=== Available data ===
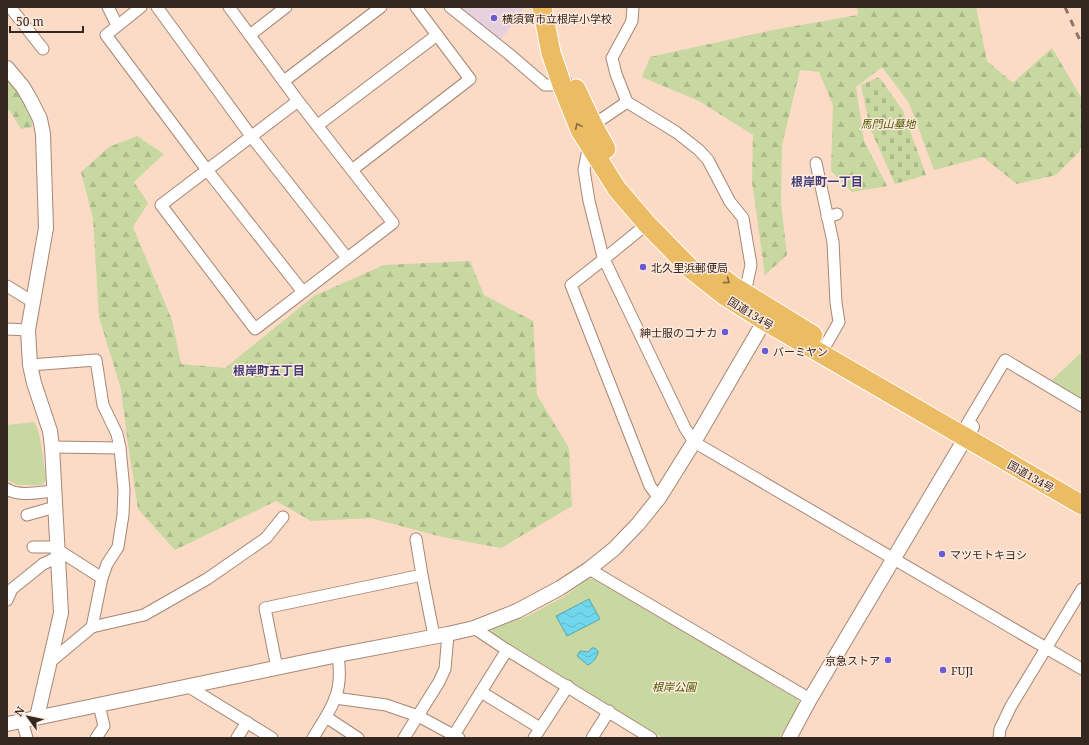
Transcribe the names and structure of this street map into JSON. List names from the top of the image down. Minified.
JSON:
{"streets":{"highway":["国道134号"]},"districts":["根岸町一丁目","根岸町五丁目"],"parks":["馬門山墓地","根岸公園"],"places":["横須賀市立根岸小学校","北久里浜郵便局","紳士服のコナカ","バーミヤン","マツモトキヨシ","京急ストア","FUJI"],"scale_bar":"50 m","north":"top left"}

=== Your goal ===
What you return must match the data above exactly, with no images included.

=== Output for this task ===
Transcribe the names and structure of this street map into JSON. List names from the top of the image down. Minified.
JSON:
{"streets":{"highway":["国道134号"]},"districts":["根岸町一丁目","根岸町五丁目"],"parks":["馬門山墓地","根岸公園"],"places":["横須賀市立根岸小学校","北久里浜郵便局","紳士服のコナカ","バーミヤン","マツモトキヨシ","京急ストア","FUJI"],"scale_bar":"50 m","north":"top left"}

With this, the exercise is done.